After 0.8265 and 0.826 the model has shown the best third result in *Accuracy score* which is equal to 0.8245 when number of estimators is 50 and max depth is 8, but with these hyperparameters the quality of the model turned to be the highest in *ROC-AUC* and *F1 Score* metrics.

In [21]:
from sklearn.utils import shuffle

def downsample(features, target, fraction):
    features_zeros = features[target == 0]
    features_ones = features[target == 1]
    target_zeros = target[target == 0]
    target_ones = target[target == 1]

    features_downsampled = pd.concat(
        [features_zeros.sample(frac=fraction, random_state=12345)] + [features_ones])
    target_downsampled = pd.concat(
        [target_zeros.sample(frac=fraction, random_state=12345)] + [target_ones])
    
    features_downsampled, target_downsampled = shuffle(
        features_downsampled, target_downsampled, random_state=12345)
    

    return features_downsampled, target_downsampled

In [22]:
for repeat in np.arange(0.9, 1.01, 0.01):
    features_downsampled, target_downsampled = downsample(features_upsampled, target_upsampled, repeat)
    model = RandomForestClassifier(random_state=12345, n_estimators=50, max_depth = 8)
    model.fit(features_downsampled, target_downsampled)
    predicted_valid = model.predict(features_valid)
    
    accuracy = accuracy_score(target_valid, predicted_valid)
    probabilities = model.predict_proba(features_valid)
    probabilities_one = probabilities[:, 1]
    ROCAUC = roc_auc_score(target_valid, probabilities_one)
    F1 = f1_score(target_valid, predicted_valid)
    print("Repeat =", '{:.2f}'.format(round(repeat, 2)),
          "Accuracy =", '{:.4f}'.format(round(accuracy,4)),
          "ROC-AUC =", '{:.4f}'.format(round(ROCAUC, 4)), 
          "F1 =", '{:.4f}'.format(round(F1, 4)))
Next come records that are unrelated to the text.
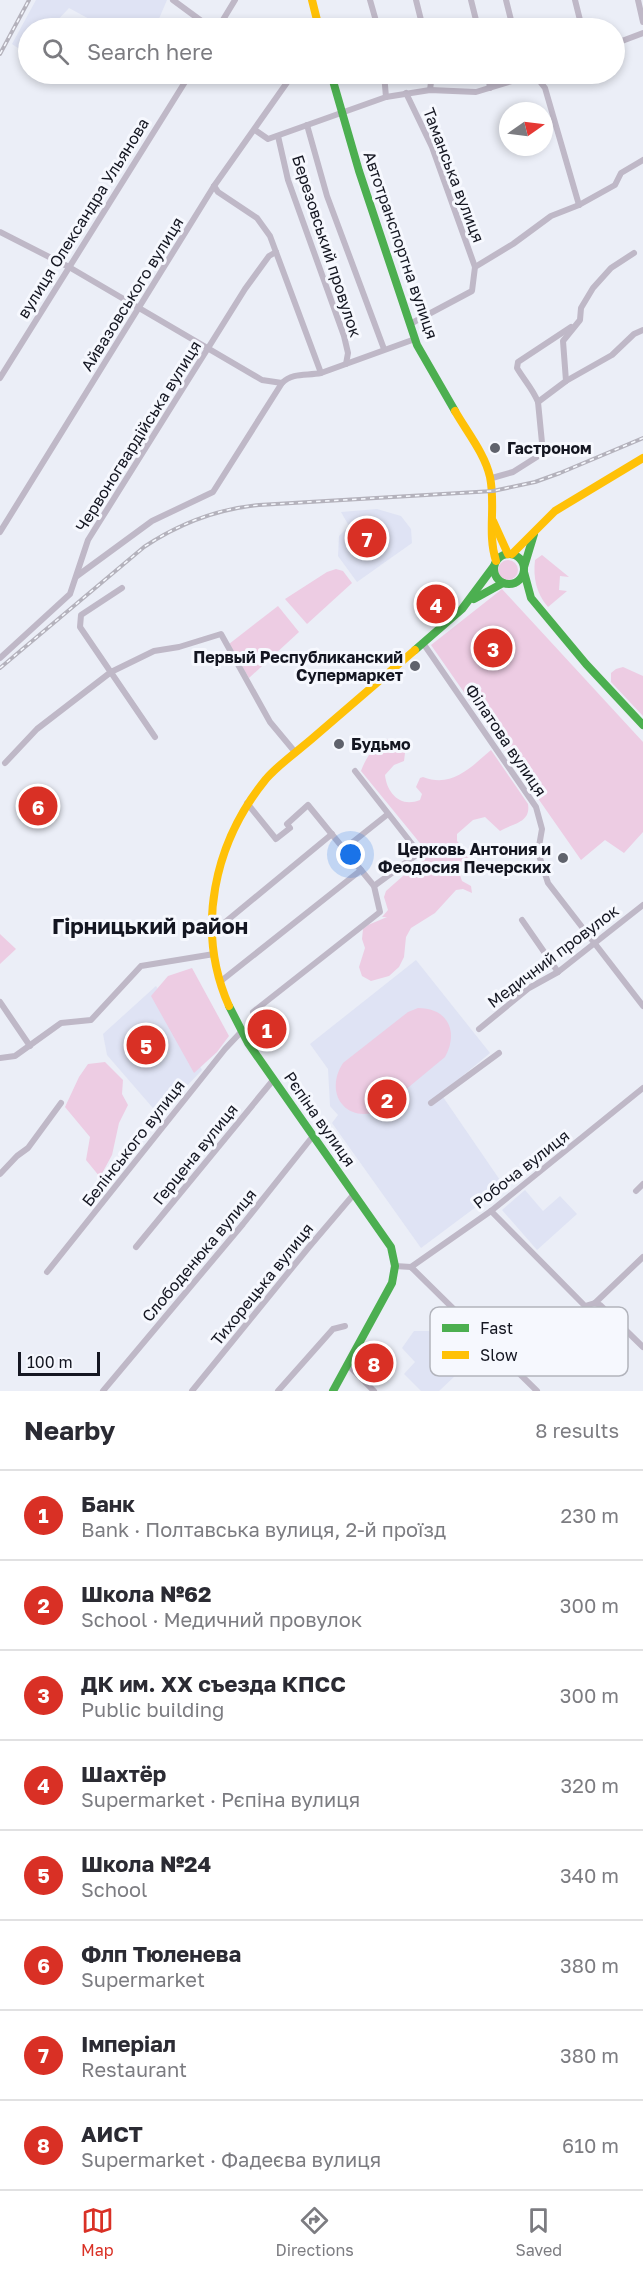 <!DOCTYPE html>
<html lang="en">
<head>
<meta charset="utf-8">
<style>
	body { margin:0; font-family:"Golos Text",sans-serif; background:#f2f2f3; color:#2b2b33 }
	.compass { position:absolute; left:499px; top:102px; width:54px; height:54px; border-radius:50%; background:#fff; box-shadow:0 3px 9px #0003; rotate:76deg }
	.scale { position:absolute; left:18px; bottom:15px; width:82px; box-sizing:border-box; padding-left:6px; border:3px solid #141621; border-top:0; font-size:16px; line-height:21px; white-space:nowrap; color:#141621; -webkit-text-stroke:4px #f6f8fe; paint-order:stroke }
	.you { position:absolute; left:351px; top:855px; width:21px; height:21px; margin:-15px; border:4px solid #fff; border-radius:50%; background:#1a73e8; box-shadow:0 0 0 9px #1a73e833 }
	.badge { display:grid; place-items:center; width:39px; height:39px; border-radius:50%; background:#d93025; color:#fff; font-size:20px; font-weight:700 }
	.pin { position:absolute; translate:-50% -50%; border:3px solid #fff; box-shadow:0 2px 6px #0006 }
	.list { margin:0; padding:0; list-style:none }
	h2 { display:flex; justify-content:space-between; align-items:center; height:78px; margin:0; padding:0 24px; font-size:26px }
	h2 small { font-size:20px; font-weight:400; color:#7c7c81 }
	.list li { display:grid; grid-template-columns:39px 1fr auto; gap:18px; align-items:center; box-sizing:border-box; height:90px; padding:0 24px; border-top:2px solid #e1e1e2 }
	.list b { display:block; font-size:22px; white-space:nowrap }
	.list p { margin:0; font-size:20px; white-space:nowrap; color:#7c7c81 }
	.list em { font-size:20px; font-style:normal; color:#7c7c81 }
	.icon { flex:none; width:33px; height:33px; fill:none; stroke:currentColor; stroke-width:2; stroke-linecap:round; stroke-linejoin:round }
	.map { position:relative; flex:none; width:643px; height:1391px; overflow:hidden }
	.search { position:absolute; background:#fff; box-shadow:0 3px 9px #0003; left:18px; right:18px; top:18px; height:66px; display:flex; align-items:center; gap:15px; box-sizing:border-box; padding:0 21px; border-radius:33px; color:#7c7c81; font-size:22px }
	.sheet { height:798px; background:#fff }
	nav { display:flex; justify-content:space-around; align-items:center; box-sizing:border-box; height:84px; border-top:2px solid #e1e1e2; background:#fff; font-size:16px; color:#7c7c81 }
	nav a { display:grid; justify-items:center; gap:3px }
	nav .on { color:#d93025 }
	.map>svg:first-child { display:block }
	.built { fill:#dfe3f4 }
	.green { fill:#edcce3 }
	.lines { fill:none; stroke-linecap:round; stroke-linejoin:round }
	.street { stroke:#bfb8c7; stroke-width:6 }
	.fast { stroke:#4caf50; stroke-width:8 }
	.slow { stroke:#ffc107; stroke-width:8 }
	.rail-casing { stroke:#b4b2bc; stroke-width:4 }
	.rail { stroke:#f6f8fe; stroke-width:1.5; stroke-dasharray:4.5; stroke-linecap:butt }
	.poi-dot { fill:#5f626c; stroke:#f6f8fe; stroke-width:2 }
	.labels { text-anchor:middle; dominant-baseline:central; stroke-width:6; stroke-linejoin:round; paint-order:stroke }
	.street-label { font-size:16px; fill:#141621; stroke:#f6f8fe }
	.poi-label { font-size:16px; font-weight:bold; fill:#141621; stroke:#f6f8fe; text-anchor:start }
	.district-label { font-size:22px; font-weight:bold; fill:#141621; stroke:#f6f8fe }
	.key { fill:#f6f8fe; stroke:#b2b4bc; stroke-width:1.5 }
	.key-label { font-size:16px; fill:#141621 }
</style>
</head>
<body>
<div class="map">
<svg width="643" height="1391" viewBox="0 0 643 1391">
	<rect width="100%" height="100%" fill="#ebeef7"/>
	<g class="built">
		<polygon points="36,0 167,0 155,28 106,28 69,8 50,28 28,28 27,54 12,44"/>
		<polygon points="377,509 401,516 411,529 412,543 357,582 338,556 339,536 349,526 341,512"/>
		<polygon points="416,960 490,1053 441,1094 504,1186 421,1248 332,1123 338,1115 330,1106 328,1069 310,1044"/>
		<polygon points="156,986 202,1070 159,1115 107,1055 103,1034"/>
		<polygon points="525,1190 543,1211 560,1196 577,1214 537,1250 502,1210"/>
		<polygon points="414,1331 429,1331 459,1361 455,1367 457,1374 439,1391 421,1391 404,1374 415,1362 402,1348"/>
	</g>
	<g class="green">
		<path d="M542,555l27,22 -9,-1 -1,14 8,1 -19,16c-12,-14 -15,-30 -13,-47z"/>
		<circle cx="508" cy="570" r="10"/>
		<polygon points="336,569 343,571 352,583 307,624 285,599 327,572"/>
		<polygon points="502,589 643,742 643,832 624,853 605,840 581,860 431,645"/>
		<polygon points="278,606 299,632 249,678 229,644"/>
		<polygon points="623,667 643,676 643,716 611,682 611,673 616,669"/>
		<path d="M393,738l9,5 3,10 -1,8 -10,4 -9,10c2,18 15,33 35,25l2,-6 -6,-7 4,-9 3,-1c29,11 47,-9 68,-27l37,54c3,19 -15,19 -28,27l-15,-14 -12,3 -16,14v7l16,18 -2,7 -9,4 -2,5 2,6 9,5 1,7 -9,-4 -7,1 -21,23 -24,15 -5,9 -2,20 -5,10 -10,9 -18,5 -9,-5 -3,-9 6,-19 -3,-9 1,-10 5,-4 19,-8h-5l6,-7 -4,-13 2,-6 35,-31 3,-12 -63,-77c5,-14 16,-31 32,-33z"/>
		<polygon points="0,934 16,949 0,964"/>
		<polygon points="192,968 229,1036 217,1052 194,1073 151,996 168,976"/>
		<path d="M418,1008c30,0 41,24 27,49l-64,53c-34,15 -58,-16 -38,-47l65,-51z"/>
		<polygon points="105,1062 123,1080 122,1094 128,1105 119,1123 112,1155 100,1177 86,1160 90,1137 65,1107 79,1077 88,1064"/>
	</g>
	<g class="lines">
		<g class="street">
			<polyline points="173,0 211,28"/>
			<polyline points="370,0 378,28"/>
			<polyline points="416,0 423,28"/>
			<polyline points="471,0 478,28"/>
			<polyline points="506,0 513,28"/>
			<polyline points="575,0 582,28"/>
			<polyline points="638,0 643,22"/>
			<polyline points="218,28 235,0"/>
			<polyline points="614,44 643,33"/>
			<polyline points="384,74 386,97"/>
			<polyline points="488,74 490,88"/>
			<polyline points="534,74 545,88 579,205"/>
			<polyline points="430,90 432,74"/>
			<polyline points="406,93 432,147 475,267"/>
			<polyline points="307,125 327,196 384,349"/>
			<polyline points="255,130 268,139 386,97 430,90 476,92 535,74"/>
			<polyline points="278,136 288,180 344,336 348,353 346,364"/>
			<polyline points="214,186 218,192 257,218 270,236 321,373"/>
			<path d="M0,232l69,35 193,113 20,3c11,-11 25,-7 39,-10l94,-34"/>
			<polyline points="410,324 472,291 475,267 513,244 551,216 579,205 615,185 621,173 643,160"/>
			<polyline points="0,378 190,74"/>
			<polyline points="566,381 612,355 634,334 643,330"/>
			<path d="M538,402c-5,-13 -14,-22 -21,-34l1,-6 53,-35"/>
			<polyline points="492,478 513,472 543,453 538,402 566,381 563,341 580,320 581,308 593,288 611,268 634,253"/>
			<polyline points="0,532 214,186 293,74"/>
			<polyline points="77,576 152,521 213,492 282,383"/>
			<polyline points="122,588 81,615 80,627 155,737"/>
			<polyline points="423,643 536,807 542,829 538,852 548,883 643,1006"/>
			<polyline points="0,658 70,594 88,540 245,289 269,256 276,252"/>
			<polyline points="5,763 37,729 111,672 154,651 179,647 221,634 270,722 295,752"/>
			<polyline points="355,771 419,853 374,886"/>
			<polyline points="247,803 276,839 290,828 287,824 308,805 374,886 380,912 253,1012"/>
			<polyline points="344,849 388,814"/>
			<polyline points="522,920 558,972"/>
			<polyline points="212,933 332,834"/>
			<polyline points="221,981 361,870"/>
			<polyline points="0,1002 30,1046"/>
			<polyline points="479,1029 529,988 558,972 643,905"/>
			<polyline points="0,1058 15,1056 61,1023 91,1020 141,966 214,954"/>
			<polyline points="431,1103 499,1053"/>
			<polyline points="0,1174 17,1156 28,1148 61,1103"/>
			<polyline points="636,1191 643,1184"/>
			<polyline points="491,1211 585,1306 595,1303 600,1305 643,1347"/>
			<polyline points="136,1247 274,1079"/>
			<polyline points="395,1266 411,1267 537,1391"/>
			<polyline points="411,1267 491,1211 643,1088"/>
			<polyline points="47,1272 225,1049 241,1032"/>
			<polyline points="595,1303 643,1257"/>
			<polyline points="347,1364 374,1391"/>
			<polyline points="103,1391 243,1224 313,1136"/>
			<polyline points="192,1391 309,1247 354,1194"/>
			<polyline points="278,1391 333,1329 345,1326"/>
		</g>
		<g class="fast">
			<polyline points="331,74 359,171 417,345 455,411"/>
			<circle cx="509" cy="569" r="15"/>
			<polyline points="524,567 534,534"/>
			<polyline points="524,572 531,598 586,664 643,725"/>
			<polyline points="474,599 503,583"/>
			<polyline points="415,650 462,609 494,566"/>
			<polyline points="229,1006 248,1043 391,1247 395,1266 392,1283 333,1391"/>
		</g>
		<g class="slow">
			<polyline points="312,0 319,28"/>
			<path d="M455,411c12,21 30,43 35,66 6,29 -3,56 6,84"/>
			<polyline points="493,521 508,554"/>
			<polyline points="512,554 555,511 643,458"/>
			<path d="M229,1006c-34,-77 -15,-163 37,-227 13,-15 32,-28 48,-42 34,-29 67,-58 101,-87"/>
		</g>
		<defs>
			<g id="rail">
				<polyline points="0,54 29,0"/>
				<path d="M0,668l144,-121c36,-24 73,-38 115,-42l234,-14 42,-9 25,-9 83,-35"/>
			</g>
		</defs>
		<use href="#rail" class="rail-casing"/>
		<use href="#rail" class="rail"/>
	</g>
	<g class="poi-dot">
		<circle cx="495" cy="448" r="6"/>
		<circle cx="415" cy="666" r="6"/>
		<circle cx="339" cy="744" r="6"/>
		<circle cx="563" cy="858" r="6"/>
	</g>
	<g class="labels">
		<g class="street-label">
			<text transform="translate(454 175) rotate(69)">Таманська вулиця</text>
			<text transform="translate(83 218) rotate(-58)">вулиця Олександра Ульянова</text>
			<text transform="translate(401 245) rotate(71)">Автотранспортна вулиця</text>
			<text transform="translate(327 246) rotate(72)">Березовський провулок</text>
			<text transform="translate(132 294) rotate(-58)">Айвазовського вулиця</text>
			<text transform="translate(138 436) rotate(-58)">Червоногвардійська вулиця</text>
			<text transform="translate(506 740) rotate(56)">Філатова вулиця</text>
			<text transform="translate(553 956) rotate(-37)">Медичний провулок</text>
			<text transform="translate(320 1119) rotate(55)">Рєпіна вулиця</text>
			<text transform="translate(133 1143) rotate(-52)">Белінського вулиця</text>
			<text transform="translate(195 1154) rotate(-51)">Герцена вулиця</text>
			<text transform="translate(521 1169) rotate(-38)">Робоча вулиця</text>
			<text transform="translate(199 1255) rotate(-50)">Слободенюка вулиця</text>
			<text transform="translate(262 1284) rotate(-51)">Тихорецька вулиця</text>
		</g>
		<g class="poi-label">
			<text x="507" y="448">Гастроном</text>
			<text x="403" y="657" text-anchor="end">Первый Республиканский<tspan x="403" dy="18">Супермаркет</tspan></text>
			<text x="351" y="744">Будьмо</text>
			<text x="551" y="849" text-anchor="end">Церковь Антония и<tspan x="551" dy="18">Феодосия Печерских</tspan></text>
		</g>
		<g class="district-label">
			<text x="150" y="925">Гірницький район</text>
		</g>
	</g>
	<rect x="430" y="1307" width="198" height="69" rx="9" class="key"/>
	<rect x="442" y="1324" width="27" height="8" fill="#4caf50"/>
	<rect x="442" y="1351" width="27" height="8" fill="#ffc107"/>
	<g class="key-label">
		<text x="480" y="1334">Fast</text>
		<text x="480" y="1361">Slow</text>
	</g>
</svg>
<svg class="compass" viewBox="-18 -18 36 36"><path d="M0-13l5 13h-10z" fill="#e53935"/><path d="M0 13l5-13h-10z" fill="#7c7c81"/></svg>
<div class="scale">100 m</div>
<div class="you"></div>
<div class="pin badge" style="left:267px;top:1029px">1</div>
<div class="pin badge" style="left:387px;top:1099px">2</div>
<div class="pin badge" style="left:493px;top:648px">3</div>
<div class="pin badge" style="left:436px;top:604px">4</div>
<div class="pin badge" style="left:146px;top:1045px">5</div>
<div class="pin badge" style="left:38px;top:806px">6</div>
<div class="pin badge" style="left:367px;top:538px">7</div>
<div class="pin badge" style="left:374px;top:1363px">8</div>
<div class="search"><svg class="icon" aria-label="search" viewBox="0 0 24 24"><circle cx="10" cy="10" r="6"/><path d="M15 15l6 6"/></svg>Search here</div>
</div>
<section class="sheet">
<h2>Nearby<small>8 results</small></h2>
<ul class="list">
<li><span class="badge">1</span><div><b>Банк</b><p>Bank · Полтавська вулиця, 2-й проїзд</p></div><em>230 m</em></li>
<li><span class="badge">2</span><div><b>Школа №62</b><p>School · Медичний провулок</p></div><em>300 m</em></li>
<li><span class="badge">3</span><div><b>ДК им. XX съезда КПСС</b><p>Public building</p></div><em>300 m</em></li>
<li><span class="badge">4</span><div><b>Шахтёр</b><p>Supermarket · Рєпіна вулиця</p></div><em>320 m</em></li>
<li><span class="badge">5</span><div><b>Школа №24</b><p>School</p></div><em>340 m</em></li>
<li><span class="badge">6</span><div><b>Флп Тюленева</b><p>Supermarket</p></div><em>380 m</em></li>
<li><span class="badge">7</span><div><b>Імперіал</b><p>Restaurant</p></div><em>380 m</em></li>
<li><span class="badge">8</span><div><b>АИСТ</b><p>Supermarket · Фадеєва вулиця</p></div><em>610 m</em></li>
</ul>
</section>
<nav>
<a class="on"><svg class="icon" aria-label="map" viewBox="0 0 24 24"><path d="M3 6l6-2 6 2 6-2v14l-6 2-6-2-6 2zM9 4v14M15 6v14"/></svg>Map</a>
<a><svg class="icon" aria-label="directions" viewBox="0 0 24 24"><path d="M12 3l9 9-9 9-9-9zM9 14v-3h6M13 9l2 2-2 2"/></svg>Directions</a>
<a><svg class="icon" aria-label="saved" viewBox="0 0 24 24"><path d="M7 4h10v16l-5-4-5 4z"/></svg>Saved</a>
</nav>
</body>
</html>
Repeat = 0.90 Accuracy = 0.8035 ROC-AUC = 0.8524 F1 = 0.6090
Repeat = 0.91 Accuracy = 0.8005 ROC-AUC = 0.8491 F1 = 0.6038
Repeat = 0.92 Accuracy = 0.8065 ROC-AUC = 0.8552 F1 = 0.6126
Repeat = 0.93 Accuracy = 0.8145 ROC-AUC = 0.8550 F1 = 0.6203
Repeat = 0.94 Accuracy = 0.8065 ROC-AUC = 0.8554 F1 = 0.6111
Repeat = 0.95 Accuracy = 0.8105 ROC-AUC = 0.8559 F1 = 0.6183
Repeat = 0.96 Accuracy = 0.8115 ROC-AUC = 0.8511 F1 = 0.6133
Repeat = 0.97 Accuracy = 0.8135 ROC-AUC = 0.8546 F1 = 0.6198
Repeat = 0.98 Accuracy = 0.8105 ROC-AUC = 0.8522 F1 = 0.6129
Repeat = 0.99 Accuracy = 0.8135 ROC-AUC = 0.8519 F1 = 0.6182
Repeat = 1.00 Accuracy = 0.8105 ROC-AUC = 0.8545 F1 = 0.6137


Accuracy and F1 are showing the best results with repeat = 0.93, ROC-AUC is comparably great too, only slightly lower than the other iterations and still higher than most of them.

I need the following hyperparameters in order to improve the quality of the model:

- n_estimators = 50 
- max_depth = 8

and for the right class balance I need to upsample the small class in 4 times and downsample the big one in 0.93.

## Test

In [23]:
features = pd.concat([features_train, features_valid])
target = pd.concat([target_train, target_valid]) #concatenating training and validation sets

features_upsampled, target_upsampled = upsample(features, target, 4)
features_downsampled, target_downsampled = downsample(features_upsampled, target_upsampled, 0.93) #upsampling + downsampling

Joining the train and validation data sets by considering the class imbalance before building the prediction model.

In [24]:
model = RandomForestClassifier(random_state=12345, n_estimators=50, max_depth = 8)
model.fit(features_downsampled, target_downsampled)
predicted_test = model.predict(features_test)

probabilities = model.predict_proba(features)
probabilities_one = probabilities[:, 1]
accuracy = accuracy_score(target_test, predicted_test)
ROCAUC = roc_auc_score(target, probabilities_one)
F1 = f1_score(target_test, predicted_test)

print("Accuracy =", '{:.4f}'.format(round(accuracy, 4)),
      "ROC-AUC =",  '{:.4f}'.format(round(ROCAUC, 4)), 
      "F1 =", '{:.4f}'.format(round(F1, 4)))

Accuracy = 0.8040 ROC-AUC = 0.9168 F1 = 0.6164


The quality of metrics gained during the test is similar to the validation. The model works.

## Conclusion

According to the test, the model could almost reach the same metric results with Accuracy (0.804) and F1 Scores (0.6164) as during validation (0.8105 and 0.6202, accordingly), ROC-AUC score has grown due to the larger dataset size, the model's predictions are generated less randomly than before.